Ward pleaded guilty and extensively cooperated with the federal investigation. As a result, he and Evodio Hendrix received the shortest sentences among the arrested GTTF officers. On June 8, 2018, he was sentenced to 7 years in prison. On February 16, 2022, Ward was released early from prison, having served five of his 7-year sentence.
4. Daniel Hersl
Daniel Hersl is a former BPD officer who had gained a reputation for being an aggressive cop. Hersl was a part of the GTTF and one of the eighth members of the squad arrested in March 2017. Hersl was charged with two counts of racketeering conspiracy along with other crimes. He and Marcus Taylor were the only GTTF officers who did not plead guilty and went to trial in court.

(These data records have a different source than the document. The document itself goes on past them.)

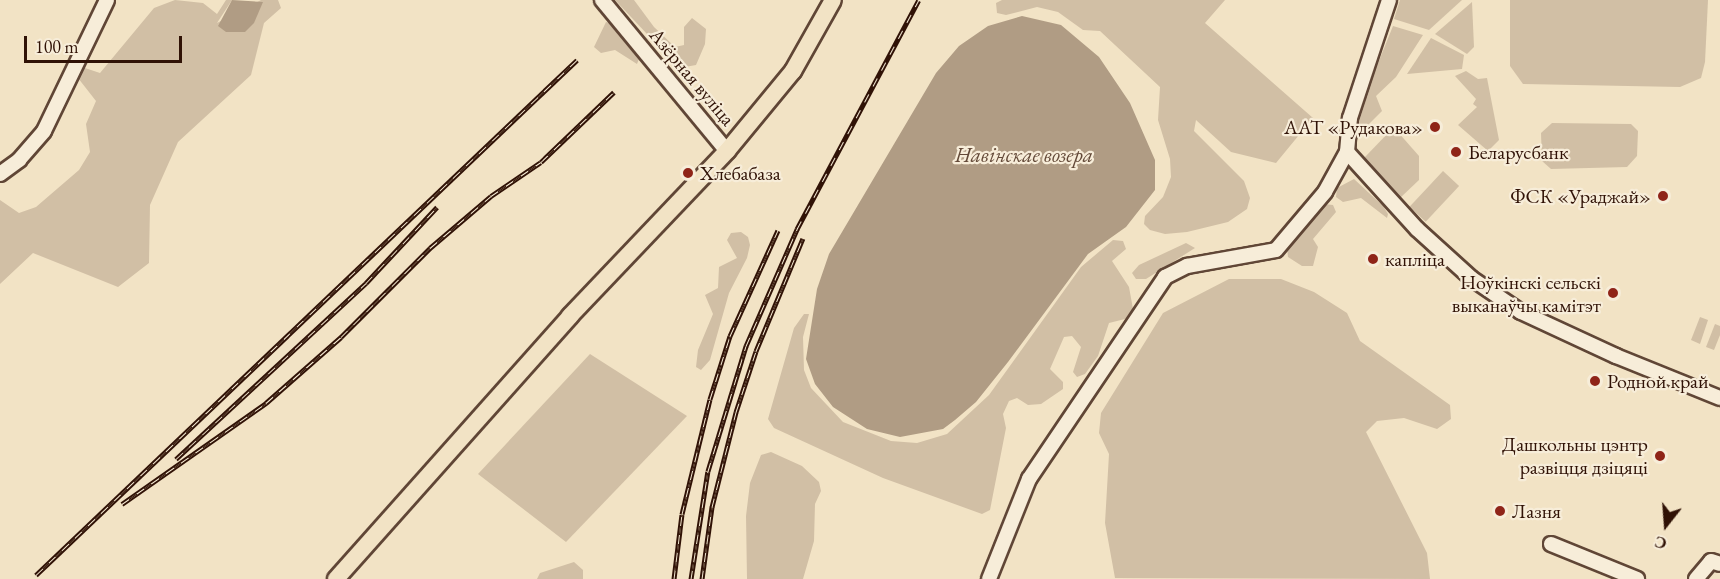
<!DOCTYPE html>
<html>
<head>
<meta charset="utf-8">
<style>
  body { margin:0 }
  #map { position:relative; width:1720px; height:579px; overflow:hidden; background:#f2e3c5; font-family:"EB Garamond",serif }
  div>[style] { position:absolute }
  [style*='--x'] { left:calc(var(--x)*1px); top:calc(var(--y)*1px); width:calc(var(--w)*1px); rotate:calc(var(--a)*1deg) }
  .green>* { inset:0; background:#d1bfa5; transform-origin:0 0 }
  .water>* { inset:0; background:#b09c84 }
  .roads { filter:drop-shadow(2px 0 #604636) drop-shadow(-2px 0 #604636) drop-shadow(0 2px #604636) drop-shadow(0 -2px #604636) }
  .minor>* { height:14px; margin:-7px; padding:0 7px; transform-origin:7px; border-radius:7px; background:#f7edd9 }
  .major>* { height:16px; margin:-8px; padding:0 8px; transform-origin:8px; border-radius:8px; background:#f2e3c5 }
  .rail>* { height:5px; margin-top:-2.5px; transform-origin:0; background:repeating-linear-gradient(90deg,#f7edd9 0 9px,#301206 0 18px); box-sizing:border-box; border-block:2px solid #301206 }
  .dots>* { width:16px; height:16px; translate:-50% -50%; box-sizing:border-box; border:3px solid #f7edd9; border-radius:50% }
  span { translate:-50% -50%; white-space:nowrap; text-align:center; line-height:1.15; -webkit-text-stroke:4.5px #f7edd9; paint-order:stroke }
  .street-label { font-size:20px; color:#301206 }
  .poi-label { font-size:20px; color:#301206 }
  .right { translate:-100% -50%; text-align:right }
  .left { translate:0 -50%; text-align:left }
  .water-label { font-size:21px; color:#634938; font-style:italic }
  .north { position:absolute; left:1636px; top:495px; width:60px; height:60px; -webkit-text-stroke:4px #f7edd9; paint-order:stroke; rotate:197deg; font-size:16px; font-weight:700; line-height:24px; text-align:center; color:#301206 }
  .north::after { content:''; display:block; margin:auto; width:21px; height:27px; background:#301206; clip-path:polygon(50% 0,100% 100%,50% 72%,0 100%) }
  .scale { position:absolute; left:24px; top:36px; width:158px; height:27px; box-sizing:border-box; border:3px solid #301206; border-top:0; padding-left:8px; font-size:18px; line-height:21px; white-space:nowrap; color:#301206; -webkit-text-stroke:4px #f7edd9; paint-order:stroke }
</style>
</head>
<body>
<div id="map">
  <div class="green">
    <div style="clip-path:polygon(175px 0,203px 3px,217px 14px,226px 0,232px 0,217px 23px,261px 0,278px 0,281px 8px,264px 23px,251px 75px,178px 142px,150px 205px,149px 263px,118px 287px,33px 253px,0 284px,0 200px,19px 213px,36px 207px,79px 170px,90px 152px,86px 124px,96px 101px,78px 78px,82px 67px,100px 73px,154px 8px)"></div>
    <div style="clip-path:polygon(615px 0,634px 0,654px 27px,675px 47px,684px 45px,684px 27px,692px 18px,706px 29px,705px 44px,696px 65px,679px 68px)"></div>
    <div style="clip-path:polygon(1002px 0,1225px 0,1205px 23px,1313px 118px,1276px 163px,1231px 152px,1196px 120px,1194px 131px,1244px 181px,1250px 198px,1247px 209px,1228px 222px,1187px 232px,1165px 234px,1150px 230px,1144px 224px,1145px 216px,1163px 197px,1171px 177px,1170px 159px,1158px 120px,1160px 87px,1100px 31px,1083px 30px,1058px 12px,1037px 7px,1006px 15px,997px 13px,996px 3px)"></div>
    <div style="clip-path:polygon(1400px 0,1462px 0,1429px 30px,1394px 19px)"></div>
    <div style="clip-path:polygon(1510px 0,1708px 0,1705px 62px,1701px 78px,1680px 87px,1523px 84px,1510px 66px)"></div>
    <div style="clip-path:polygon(1472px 2px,1474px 47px,1467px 54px,1435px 34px)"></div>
    <div style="clip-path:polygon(606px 22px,613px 24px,641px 54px,637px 64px,615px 50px,601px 53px,594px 47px)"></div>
    <div style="clip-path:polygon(1393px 26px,1423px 35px,1396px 77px,1376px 96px,1382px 111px,1363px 130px,1357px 128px,1360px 108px)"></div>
    <div style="clip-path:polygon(1431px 38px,1464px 55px,1462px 69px,1407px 74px)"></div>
    <div style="clip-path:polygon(1466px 71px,1478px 79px,1487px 78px,1499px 140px,1488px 151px,1458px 125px,1477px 107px,1473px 104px,1476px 99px,1455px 76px)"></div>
    <div style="clip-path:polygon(1552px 123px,1631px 124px,1638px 131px,1637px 156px,1627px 167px,1551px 169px,1542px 161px,1541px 133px)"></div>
    <div style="clip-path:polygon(1390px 131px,1397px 131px,1419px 156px,1419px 180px,1399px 199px,1367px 166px,1365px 157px)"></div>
    <div style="left:1443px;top:171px;width:22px;height:49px;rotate:43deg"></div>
    <div style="clip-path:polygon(1354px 179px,1383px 206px,1388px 214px,1387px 218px,1361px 198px,1343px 202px,1336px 197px,1337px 188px)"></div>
    <div style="clip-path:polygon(1324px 204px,1333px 205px,1336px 212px,1313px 239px,1318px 247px,1313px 266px,1302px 266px,1288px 257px,1287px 248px,1295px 233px)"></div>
    <div style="clip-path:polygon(741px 232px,748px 237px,750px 245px,747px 258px,729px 293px,710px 360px,701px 370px,696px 367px,698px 350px,713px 314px,705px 295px,718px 288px,719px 267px,737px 258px,727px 240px,731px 233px)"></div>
    <div style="clip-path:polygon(1113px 240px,1123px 241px,1126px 249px,1112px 261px,1129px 287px,1133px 309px,1125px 319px,1109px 323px,1098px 356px,1085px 374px,1077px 377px,1073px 372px,1081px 347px,1072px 336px,1064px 337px,1050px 369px,1063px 382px,1063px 389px,1041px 404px,1028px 405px,1017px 398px,1009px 401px,1003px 414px,1006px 428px,990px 510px,982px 514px,883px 478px,774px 428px,768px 419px,794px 328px,804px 314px,809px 314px,803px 337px,804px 370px,811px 388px,843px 422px,891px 441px,917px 443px,947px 434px,989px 395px,1081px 267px)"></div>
    <div style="clip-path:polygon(1186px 243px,1195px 248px,1146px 279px,1136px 279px,1132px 273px,1139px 265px)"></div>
    <div style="clip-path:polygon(1229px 279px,1281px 279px,1314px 292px,1347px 313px,1360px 341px,1450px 405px,1451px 419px,1437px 429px,1404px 418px,1377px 421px,1366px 432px,1427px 553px,1430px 579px,1115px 578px,1105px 523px,1109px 454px,1099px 433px,1101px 413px,1163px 313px)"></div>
    <div style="clip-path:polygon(1700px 317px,1708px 320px,1700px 344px,1691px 340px)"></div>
    <div style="clip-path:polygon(1715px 324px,1720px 326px,1720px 335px,1714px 350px,1706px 347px)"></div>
    <div style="clip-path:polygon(590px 354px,687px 416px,566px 542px,478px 474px)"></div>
    <div style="clip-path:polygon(771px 452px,802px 466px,819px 482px,821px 491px,815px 504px,814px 541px,803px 579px,747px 579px,746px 516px,750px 483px,761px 455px)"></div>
    <div style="clip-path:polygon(574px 562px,583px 570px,583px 579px,537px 579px,540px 573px)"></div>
  </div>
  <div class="water">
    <div style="clip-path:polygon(232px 0,263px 2px,254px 23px,245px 32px,226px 32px,218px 26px)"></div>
    <div style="clip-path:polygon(1022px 16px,1061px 25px,1099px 57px,1130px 103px,1155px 160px,1155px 190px,1126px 227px,1088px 254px,1008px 362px,976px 402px,955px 420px,943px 429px,900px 437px,867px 429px,833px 407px,815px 384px,806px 359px,817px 289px,829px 254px,936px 73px,959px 46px,988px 26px)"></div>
  </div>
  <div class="roads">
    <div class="minor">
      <div style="--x:602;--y:0;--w:196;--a:50.4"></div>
      <div style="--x:1347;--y:152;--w:104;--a:47.7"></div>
      <div style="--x:1417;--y:229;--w:73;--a:42.2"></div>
      <div style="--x:1471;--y:278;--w:60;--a:34.2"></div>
      <div style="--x:1521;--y:312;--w:105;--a:24.9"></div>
      <div style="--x:1616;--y:356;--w:112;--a:22"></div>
      <div style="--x:0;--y:174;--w:24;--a:-36"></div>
      <div style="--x:19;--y:160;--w:38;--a:-49"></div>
      <div style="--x:44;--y:131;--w:145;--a:-64.3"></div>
      <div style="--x:1551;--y:544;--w:93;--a:22.1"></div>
      <div style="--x:989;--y:579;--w:108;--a:-68.2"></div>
      <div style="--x:1029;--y:479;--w:244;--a:-56"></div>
      <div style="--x:1165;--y:277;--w:25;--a:-27"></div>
      <div style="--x:1187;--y:266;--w:90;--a:-10.2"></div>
      <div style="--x:1276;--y:250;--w:76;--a:-49.8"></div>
      <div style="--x:1325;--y:192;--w:46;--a:-61.2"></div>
      <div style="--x:1347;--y:152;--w:34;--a:-85"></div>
      <div style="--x:1350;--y:118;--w:124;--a:-71.7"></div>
      <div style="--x:1696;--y:579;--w:23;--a:-50"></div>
      <div style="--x:1711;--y:561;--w:9;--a:18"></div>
    </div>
    <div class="major">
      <div style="--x:336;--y:579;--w:352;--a:-48.3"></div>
      <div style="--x:570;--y:316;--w:228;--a:-46.4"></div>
      <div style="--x:727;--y:151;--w:104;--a:-50.5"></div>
      <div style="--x:793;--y:71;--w:81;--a:-60.6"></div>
    </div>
  </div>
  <div class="rail">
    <div style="--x:176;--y:459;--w:259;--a:-42.8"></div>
    <div style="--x:366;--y:283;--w:104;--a:-46.9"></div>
    <div style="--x:122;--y:504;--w:176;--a:-35"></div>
    <div style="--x:266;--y:403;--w:100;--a:-41.3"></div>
    <div style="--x:341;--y:337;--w:126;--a:-45"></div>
    <div style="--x:430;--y:248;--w:80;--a:-40.4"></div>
    <div style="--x:491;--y:196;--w:60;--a:-34.2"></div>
    <div style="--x:541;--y:162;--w:101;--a:-43.8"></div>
    <div style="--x:36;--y:575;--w:747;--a:-43.59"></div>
    <div style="--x:674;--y:579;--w:65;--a:-83"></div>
    <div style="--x:682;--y:514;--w:118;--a:-76.3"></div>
    <div style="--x:710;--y:399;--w:66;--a:-72.4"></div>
    <div style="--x:730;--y:336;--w:116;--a:-65.6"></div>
    <div style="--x:691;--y:579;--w:109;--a:-81.1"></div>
    <div style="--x:708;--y:471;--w:131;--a:-73.1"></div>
    <div style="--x:746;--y:346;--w:128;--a:-66.4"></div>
    <div style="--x:797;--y:229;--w:259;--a:-62"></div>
    <div style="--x:702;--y:579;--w:73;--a:-82.1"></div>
    <div style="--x:712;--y:507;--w:98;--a:-75.8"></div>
    <div style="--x:736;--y:412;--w:64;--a:-71.8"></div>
    <div style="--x:756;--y:351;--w:122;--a:-67.4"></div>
  </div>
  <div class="dots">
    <div style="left:1435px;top:127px;background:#8f2418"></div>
    <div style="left:1456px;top:152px;background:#8f2418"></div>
    <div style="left:688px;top:173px;background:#8f2418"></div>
    <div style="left:1663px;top:196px;background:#8f2418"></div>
    <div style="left:1373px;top:259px;background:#8f2418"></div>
    <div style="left:1613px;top:293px;background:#8f2418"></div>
    <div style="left:1595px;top:381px;background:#8f2418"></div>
    <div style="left:1660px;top:456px;background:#8f2418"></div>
    <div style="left:1500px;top:511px;background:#8f2418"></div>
  </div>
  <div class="street-label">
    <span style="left:692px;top:77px;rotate:50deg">Азёрная вуліца</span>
  </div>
  <div class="poi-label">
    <span class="right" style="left:1423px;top:127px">ААТ «Рудакова»</span>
    <span class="left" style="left:1468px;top:152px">Беларусбанк</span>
    <span class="left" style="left:700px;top:173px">Хлебабаза</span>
    <span class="right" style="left:1651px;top:196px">ФСК «Ураджай»</span>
    <span class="left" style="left:1385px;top:259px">капліца</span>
    <span class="right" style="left:1601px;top:294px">Ноўкінскі сельскі<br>выканаўчы камітэт</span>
    <span class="left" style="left:1607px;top:381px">Родной край</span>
    <span class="right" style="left:1648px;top:456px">Дашкольны цэнтр<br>развіцця дзіцяці</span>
    <span class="left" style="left:1512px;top:511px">Лазня</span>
  </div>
  <div class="water-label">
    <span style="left:1024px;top:155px">Навінскае возера</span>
  </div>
  <div class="north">С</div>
  <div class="scale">100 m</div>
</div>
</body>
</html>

On February 12, 2018, Hersl was found guilty of two counts of racketeering conspiracy, racketeering aiding and abetting, racketeering, and robbery. He was sentenced to 18 years in prison. Hersl is serving his sentence at the United States Medical Center for Federal Prisoners in Springfield, Missouri. He is expected to be released in 2032.
3. Jemell Rayam
Jemell Lamar Rayam, a former member of the GTTF, was arrested in 2017. Rayam joined the BPD in 2005 and was later assigned to the GTTF. He admitted having indulged in robberies since 2009. Rayam was charged with racketeering conspiracy, racketeering aiding and abetting on February 23, 2017. He pleaded guilty to the racketeering conspiracy charge and cooperated with the investigators. However, given the severity of his crimes, Rayam was sentenced to 12 years in prison. Presently, Rayam is serving his sentence at the Federal Medical Center in Rochester, Minnesota. He is expected to be released in 2027.
2. Momodu Gondo
Momodu Bondeva Kenton Gondo joined the BPD in 2005. In 2015, he was a member of the GTTF when the FBI wiretapped his calls leading to the discovery of his association with drug dealers and paving the way for the investigation of the other GTTF officers. Gondo was charged with racketeering conspiracy and racketeering aiding and abetting on February 23, 2017. He also faced charges related to drug distribution.
Gondo pleaded guilty to one count of racketeering conspiracy and one count of conspiracy to distribute and possess with intent to distribute a mixture or substance containing heroin. He received a 10-year prison sentence followed by four years of supervised release. Gondo is currently held at the FCI Butner Low in Bunter, North Carolina, and is slated for release in 2025.
1. Wayne Jenkins
Wayne Jenkins is a former BPD Sergeant who served as the leader of the Gun Trace Task Force. Jenkins was a decorated cop and had a reputation for his role in several high-profile drug busts. However, he was also sued for misconduct before his arrest in 2017. Jenkins was charged with two counts of racketeering conspiracy, racketeering aiding, and abetting.
He was also charged with two counts of robbery, aiding and abetting, and two counts of possession of a firearm in furtherance of a crime of violence. Other charges against Jenkins include deprivation of rights under the law of color, destruction, and alteration or falsification of documents. He was sentenced to 25 years in prison. Jenkins is reportedly serving his sentence in a Kentucky prison and isn’t expected to be released before 2038.